**Your task:**
Below are records; how many of their lines contain "note"? Reply with the number and no other words.

[Records for the task Boundary: Start]

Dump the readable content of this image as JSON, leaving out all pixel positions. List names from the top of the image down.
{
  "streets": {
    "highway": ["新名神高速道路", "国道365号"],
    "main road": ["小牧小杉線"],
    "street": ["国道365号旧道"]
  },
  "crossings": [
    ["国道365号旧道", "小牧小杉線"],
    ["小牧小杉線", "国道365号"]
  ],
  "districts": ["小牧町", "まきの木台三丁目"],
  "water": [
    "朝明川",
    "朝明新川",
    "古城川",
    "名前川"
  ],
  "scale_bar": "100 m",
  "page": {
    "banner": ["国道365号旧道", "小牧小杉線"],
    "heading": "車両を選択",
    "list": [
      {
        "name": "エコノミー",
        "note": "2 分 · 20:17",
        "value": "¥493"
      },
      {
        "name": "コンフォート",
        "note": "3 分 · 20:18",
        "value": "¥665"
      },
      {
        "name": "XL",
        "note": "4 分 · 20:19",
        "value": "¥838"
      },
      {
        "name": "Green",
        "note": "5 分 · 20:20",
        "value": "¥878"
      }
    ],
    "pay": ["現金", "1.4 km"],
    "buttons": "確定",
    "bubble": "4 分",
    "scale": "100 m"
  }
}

[Records for the task Boundary: End]
[Records for the task Boundary: Start]

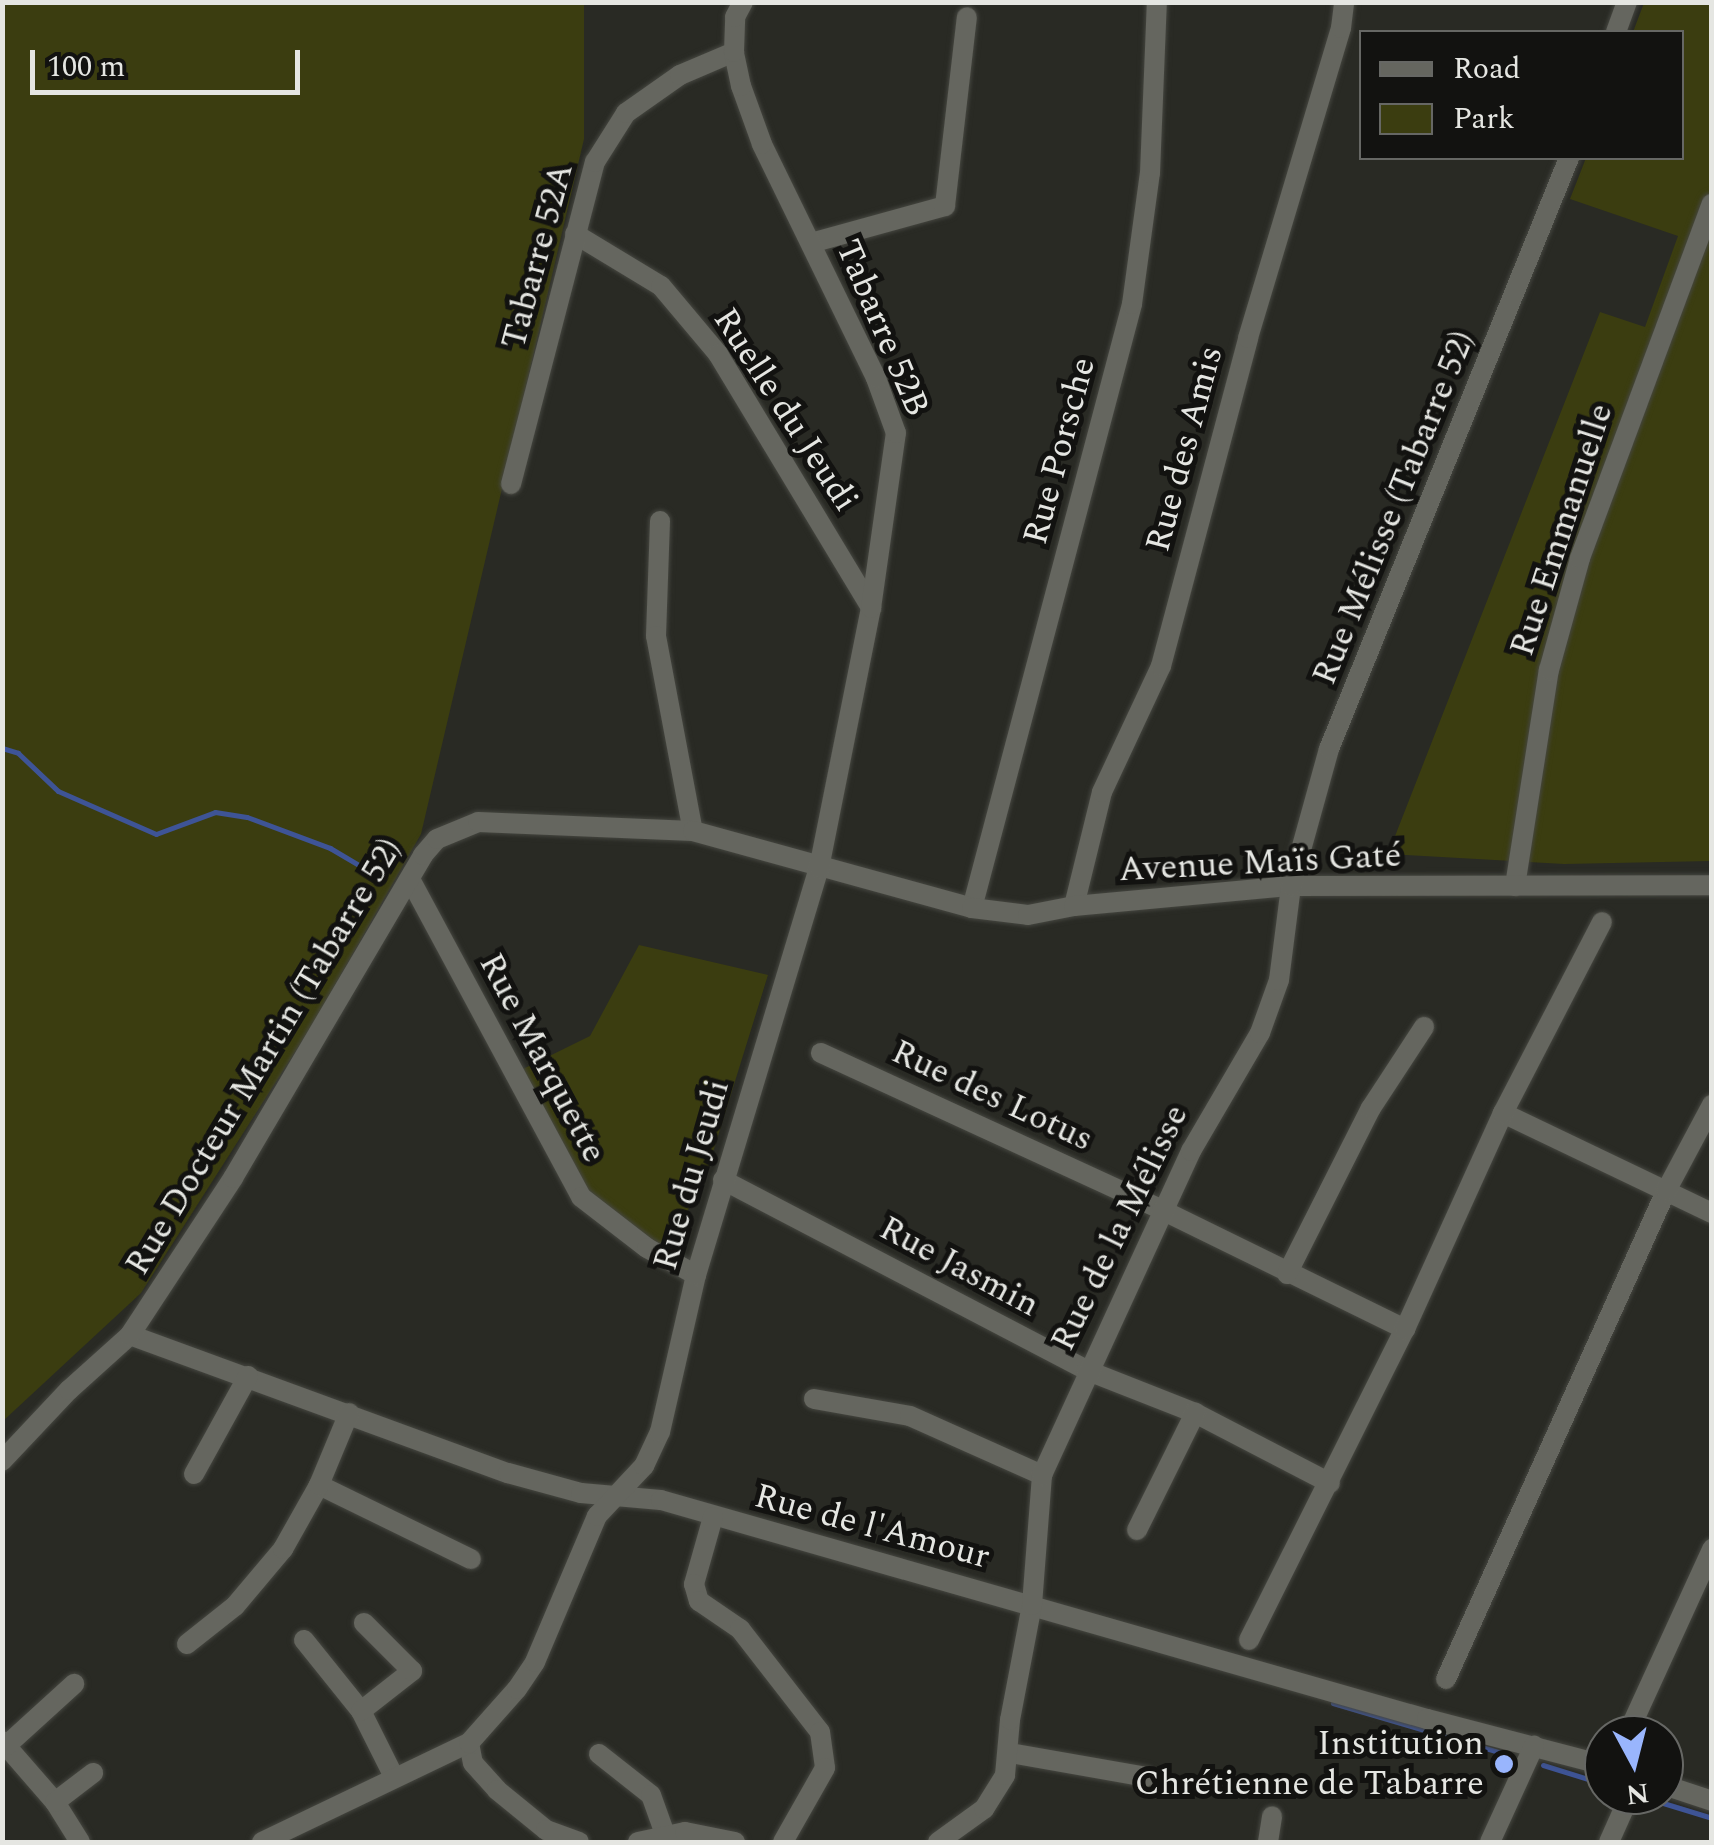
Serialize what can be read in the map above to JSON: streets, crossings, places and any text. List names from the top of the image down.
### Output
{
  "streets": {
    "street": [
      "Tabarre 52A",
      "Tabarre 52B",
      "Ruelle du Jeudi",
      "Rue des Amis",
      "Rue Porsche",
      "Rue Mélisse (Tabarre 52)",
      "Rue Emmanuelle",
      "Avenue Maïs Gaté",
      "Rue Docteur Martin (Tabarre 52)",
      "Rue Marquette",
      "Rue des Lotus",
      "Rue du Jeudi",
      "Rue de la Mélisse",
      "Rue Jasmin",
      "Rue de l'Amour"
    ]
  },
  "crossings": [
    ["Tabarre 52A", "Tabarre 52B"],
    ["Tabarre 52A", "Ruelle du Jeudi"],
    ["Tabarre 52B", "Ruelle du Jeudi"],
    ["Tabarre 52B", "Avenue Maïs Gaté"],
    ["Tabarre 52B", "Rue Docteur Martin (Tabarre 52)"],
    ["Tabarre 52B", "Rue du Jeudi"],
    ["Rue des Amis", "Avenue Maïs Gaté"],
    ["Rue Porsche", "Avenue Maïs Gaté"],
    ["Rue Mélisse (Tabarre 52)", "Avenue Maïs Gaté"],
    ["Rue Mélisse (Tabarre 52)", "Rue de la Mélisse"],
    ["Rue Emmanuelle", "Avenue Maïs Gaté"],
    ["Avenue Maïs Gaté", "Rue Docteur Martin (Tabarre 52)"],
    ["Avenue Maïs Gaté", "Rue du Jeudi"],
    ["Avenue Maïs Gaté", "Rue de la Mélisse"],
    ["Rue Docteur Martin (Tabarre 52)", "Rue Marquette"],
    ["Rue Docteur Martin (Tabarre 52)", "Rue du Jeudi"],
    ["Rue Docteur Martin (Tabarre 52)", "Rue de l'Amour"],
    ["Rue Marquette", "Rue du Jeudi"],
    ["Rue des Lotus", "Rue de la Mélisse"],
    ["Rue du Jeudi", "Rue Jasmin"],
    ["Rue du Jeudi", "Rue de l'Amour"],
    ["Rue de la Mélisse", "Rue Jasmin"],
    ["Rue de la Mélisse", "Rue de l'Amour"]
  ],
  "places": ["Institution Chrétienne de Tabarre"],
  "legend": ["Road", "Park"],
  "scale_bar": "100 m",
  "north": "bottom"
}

[Records for the task Boundary: End]

**Written solution:**
4